Я и Крис одновременно кивнули. Ее слова вмиг умерили наш пыл, и теперь эта идея не казалась мне такой странной.
— Но не стоит забывать и о том, что в данный момент мы руководствуемся лишь нашими внутренними предчувствиями, не имея никаких достоверных фактов, — произнес Данте. — Если Люси-Роуз Марбел окажется обычным ребенком, мы не будем ничего предпринимать по отношению к ней. Но если мы все же не ошиблись, и судьба таки свела нас с агнцом, то наш долг защитить его от той неизвестной участи, которою ему приготовили эти адские создания.
Теперь мои сомнения были полностью рассеяны. После стольких недель неизвестности и безделья, мы наконец-то таки нашли способ, как можно помешать демонам, или хотя бы оттянуть момент свершения задуманных ими планов.
— Но как мы узнаем, действительно ли Люси-Роуз та, кто нам нужна? — задала я вопрос, который был единственным камнем, о который разбивались волны моей уверенности.

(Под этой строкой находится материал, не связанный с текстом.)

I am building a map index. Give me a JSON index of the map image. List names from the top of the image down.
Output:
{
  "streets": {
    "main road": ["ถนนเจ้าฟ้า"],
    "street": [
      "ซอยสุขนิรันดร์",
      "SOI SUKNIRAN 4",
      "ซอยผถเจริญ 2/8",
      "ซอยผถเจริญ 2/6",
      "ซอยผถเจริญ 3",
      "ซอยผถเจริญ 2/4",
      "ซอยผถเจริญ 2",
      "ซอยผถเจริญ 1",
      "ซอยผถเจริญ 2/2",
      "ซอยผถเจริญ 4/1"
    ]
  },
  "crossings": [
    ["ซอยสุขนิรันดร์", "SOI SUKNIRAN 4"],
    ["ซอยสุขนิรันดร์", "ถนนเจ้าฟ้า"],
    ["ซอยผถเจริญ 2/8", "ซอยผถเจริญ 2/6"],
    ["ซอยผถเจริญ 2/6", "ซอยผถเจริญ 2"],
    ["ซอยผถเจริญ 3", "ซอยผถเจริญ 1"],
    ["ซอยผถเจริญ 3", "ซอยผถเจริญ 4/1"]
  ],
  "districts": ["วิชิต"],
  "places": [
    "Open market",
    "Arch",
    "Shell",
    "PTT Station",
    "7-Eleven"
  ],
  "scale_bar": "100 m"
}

Этот камень разрушил Данте.
— Нам подскажут чувства. Ведь, увидев лишь ее лицо в экране телевизора, вы ощутили странную дрожь, исходившую более от вашего демона, чем от вас. А когда настанет время встречи лицом к лицу, то нет сомнений — это чувство вновь повторится с удвоенной силой.
— Поняла, — ответила я и украдкой взглянула на Криса. Его лицо так же, как и мое, выражало решительность и даже какое-то нетерпение из-за предстоящей встречи.
— Как бы то ни было, — вдруг заговорила Мелори, — процесс удочерения довольно долгий и сразу же забрать девочку нам не удастся. Иногда это затягивается на месяцы. Естественно, почти все нужные документы (поддельные, ибо у нас нет времени ждать, пока их оформят как нужно) мы собрали заранее, но не стоит забывать о тех, кто работает в приюте. Будет довольно подозрительно, если лишь зайдя в приют, мы сразу же укажем на одного ребенка, и будем требовать срочного удочерения. Плюс, обязательным будет и согласие ребенка. Если Люси-Роуз будет против удочерения, то ничего не выйдет. А наша затея и так слишком рискованна — приют св. Троицы находится при монастыре. Так что постарайтесь удержать страдальческие гримасы, когда вдруг услышите молитвы или что-то подобное. Так же постарайтесь ничего не пить там и не есть — вся вода и пища освящены, а они в равной мере вредны нам.
Мы с Крисом кивнули. Тут парень странно усмехнулся и хмыкнул:
— Кто бы мог подумать — носитель Дьявола воспитывается в монастыре. Либо Бог слишком слеп и не может различить беса в одном из своих земных пристанищ, либо у Сатаны относительно тонкое чувство юмора.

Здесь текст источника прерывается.